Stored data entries

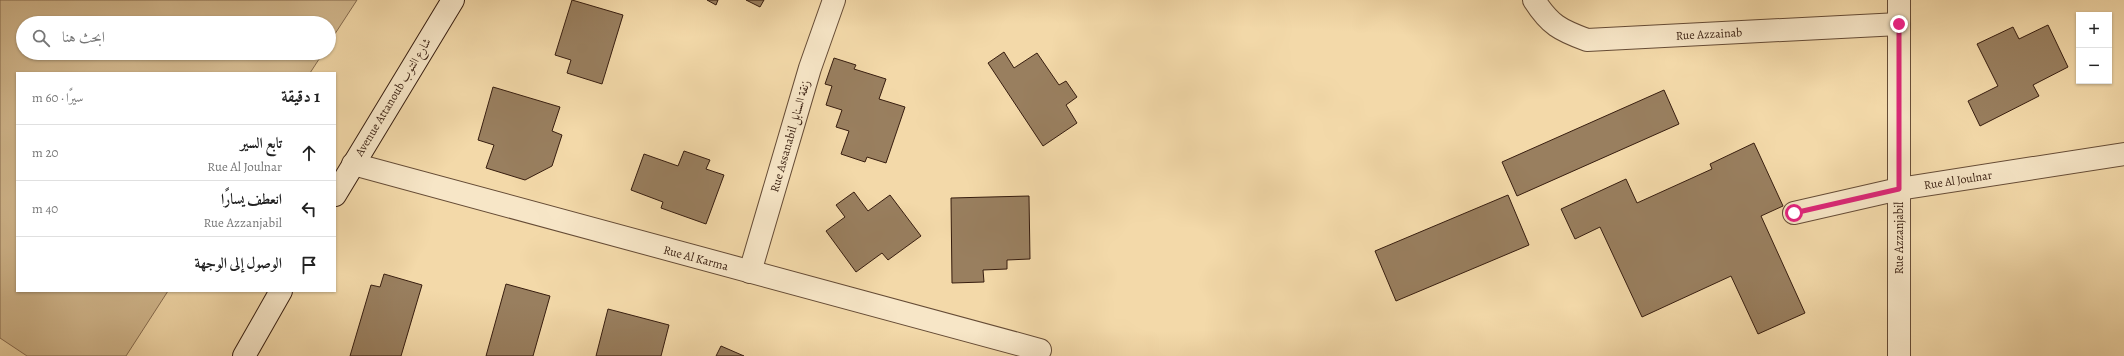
<!DOCTYPE html>
<html lang="ar">
<meta charset="utf-8">
<style>
body{margin:0;font-family:Alegreya,Amiri,serif;background:#f6f6f6;color:#222;direction:rtl}
.controls{position:absolute;right:12px;top:12px;display:grid;overflow:hidden;border-radius:0px;box-shadow:0 1px 3px #0004}
.controls button{width:36px;height:36px;display:grid;place-items:center;padding:0;border:0;border-bottom:1px solid #e0e0e0;background:#fff;color:#222;font:20px sans-serif}
.stop{position:absolute;width:12px;height:12px;margin:-9px;border:3px solid #db2777;border-radius:50%;background:#fff}
.stop.end{background:#db2777;border-color:#fff;box-shadow:0 1px 4px #0008}
.list{margin:0;padding:0;list-style:none}
h2{display:flex;justify-content:space-between;align-items:center;height:52px;margin:0;padding:0 16px;font-size:17px}
h2 small{font-size:13px;font-weight:400;color:#767676}
.list li{display:grid;grid-template-columns:26px 1fr auto;gap:12px;align-items:center;box-sizing:border-box;height:56px;padding:0 16px;border-top:1px solid #e0e0e0}
.list b{display:block;font-size:15px;white-space:nowrap}
.list p{margin:0;font-size:13px;white-space:nowrap;color:#767676}
.list em{font-size:13px;font-style:normal;color:#767676}
.icon{flex:none;width:22px;height:22px;fill:none;stroke:currentColor;stroke-width:2;stroke-linecap:round;stroke-linejoin:round}
.map{position:relative;flex:none;width:2124px;height:356px;overflow:hidden;direction:ltr}
.search{position:absolute;background:#fff;box-shadow:0 1px 3px #0004;left:16px;top:16px;width:320px;height:44px;display:flex;align-items:center;gap:10px;box-sizing:border-box;padding:0 14px;border-radius:22px;color:#767676;font-size:15px}
.panel{position:absolute;background:#fff;box-shadow:0 1px 3px #0004;left:16px;top:72px;width:320px;height:220px;border-radius:0px;direction:rtl}
.map>svg:first-child{display:block}
.green{fill:#d3b98f;stroke:#856b4f}
.building{fill:#997f5f;stroke:#371d0f}
.lines{fill:none;stroke-linecap:round;stroke-linejoin:round}
.street-casing{stroke:#664c36;stroke-width:24}
.secondary-casing{stroke:#371d0f;stroke-width:24}
.street{stroke:#f7e6c7;stroke-width:22}
.secondary{stroke:#f7e6c7;stroke-width:22}
.route{stroke:#db2777;stroke-width:5}
.labels{text-anchor:middle;dominant-baseline:central;stroke-width:3;stroke-linejoin:round;paint-order:stroke}
.street-label{font-size:12px;fill:#371d0f;stroke:#f7e6c7}
</style>
<div class="map">
<svg width="2124" height="356" viewBox="0 0 2124 356">
<rect width="100%" height="100%" fill="#f3d9a9"/>
<filter id="stains"><feTurbulence type="fractalNoise" baseFrequency=".005" numOctaves="4"/><feColorMatrix values="0 0 0 0 .2 0 0 0 0 .09 0 0 0 0 .02 0 0 0 .5 -.17"/></filter>
<radialGradient id="worn" r=".72"><stop offset=".6" stop-color="#630" stop-opacity="0"/><stop offset="1" stop-color="#630" stop-opacity=".3"/></radialGradient>
<polygon class="green" points="0,0 357,0 329,43 329,23 23,23 23,53 323,53 310,73 17,73 17,291 168,291 126,356 27,356 0,338"/>
<g class="building">
<polygon points="572,0 623,15 602,84 567,73 571,60 555,55"/>
<polygon points="707,0 718,0 716,5"/>
<polygon points="746,0 764,0 760,7"/>
<polygon points="2048,25 2068,67 2033,85 2039,96 1980,126 1968,101 1998,86 1977,44 2013,27 2019,39"/>
<polygon points="1004,52 1014,68 1037,53 1059,85 1066,81 1077,97 1066,105 1077,123 1043,146 988,63"/>
<polygon points="834,58 856,65 854,69 886,79 879,99 905,107 886,163 867,157 865,162 841,154 849,131 836,127 842,110 826,105 832,86 825,84"/>
<polygon points="493,87 560,107 552,131 562,135 552,166 525,180 486,168 494,145 478,140"/>
<polygon points="1664,90 1679,124 1517,196 1502,162"/>
<polygon points="1754,143 1783,206 1761,216 1805,313 1758,334 1731,276 1642,317 1600,227 1575,239 1561,209 1626,179 1637,203 1712,169 1710,164"/>
<polygon points="684,151 710,160 706,169 724,175 706,224 661,208 663,202 631,190 644,154 678,166"/>
<polygon points="854,192 868,211 890,195 921,236 888,260 882,253 856,272 826,231 845,217 836,205"/>
<polygon points="1508,195 1529,245 1396,301 1375,251"/>
<polygon points="1029,196 1030,259 1007,260 1007,269 983,270 984,282 952,283 951,198"/>
<polygon points="384,274 422,285 401,356 350,356 371,285 380,287"/>
<polygon points="506,284 550,296 533,356 486,356"/>
<polygon points="608,309 669,325 661,356 596,356"/>
<polygon points="721,346 744,356 716,356"/>
</g>
<g class="lines">
<g class="street-casing">
<g id="street">
<path d="M 1534,0 C 1550,25 1560,30 1587,40 L 1899,24"/>
<polyline points="1899,0 1899,356"/>
<polyline points="353,164 1040,350"/>
<polyline points="1794,213 1899,189 2124,154"/>
<polyline points="750,272 810,68 834,0"/>
</g>
</g>
<g class="secondary-casing">
<g id="secondary">
<polyline points="335,195 453,0"/>
<polyline points="244,356 281,291"/>
</g>
</g>
<use href="#street" class="street"/>
<use href="#secondary" class="secondary"/>
</g>
<g class="lines">
<polyline class="route" points="1794,213 1899,189 1899,24"/>
</g>
<g class="labels">
<g class="street-label">
<text transform="translate(1709 34) rotate(-3)">Rue Azzainab</text>
<text transform="translate(393 97) rotate(-59)">Avenue Attanoub شارع التنوب</text>
<text transform="translate(790 136) rotate(-74)">Rue Assanabil زنقة السنابل</text>
<text transform="translate(1958 180) rotate(-9)">Rue Al Joulnar</text>
<text transform="translate(1899 238) rotate(-90)">Rue Azzanjabil</text>
<text transform="translate(696 258) rotate(15)">Rue Al Karma</text>
</g>
</g>
<rect width="100%" height="100%" filter="url(#stains)"/>
<rect width="100%" height="100%" fill="url(#worn)"/>
</svg>
<div class="controls">
<button>+</button>
<button>−</button>
</div>
<div class="stop" style="left:1794px;top:213px"></div>
<div class="stop end" style="left:1899px;top:24px"></div>
<div class="search"><svg class="icon" aria-label="search" viewBox="0 0 24 24"><circle cx="10" cy="10" r="6"/><path d="M15 15l6 6"/></svg>ابحث هنا</div>
<section class="panel">
<h2>1 دقيقة<small>سيرًا · 60 m</small></h2>
<ul class="list">
<li><svg class="icon" aria-label="ahead" viewBox="0 0 24 24"><path d="M12 20V5M6 11l6-6 6 6"/></svg><div><b>تابع السير</b><p>Rue Al Joulnar</p></div><em>20 m</em></li>
<li><svg class="icon" aria-label="left" viewBox="0 0 24 24"><path d="M17 20v-9H6M10 6l-5 5 5 5"/></svg><div><b>انعطف يسارًا</b><p>Rue Azzanjabil</p></div><em>40 m</em></li>
<li><svg class="icon" aria-label="arrive" viewBox="0 0 24 24"><path d="M6 21V4h12l-3 4 3 4H6"/></svg><div><b>الوصول إلى الوجهة</b></div></li>
</ul>
</section>
</div>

Required work - Find out how many lines in the data above hold the word "hidden". Write only the number.

Solution for this exercise - 2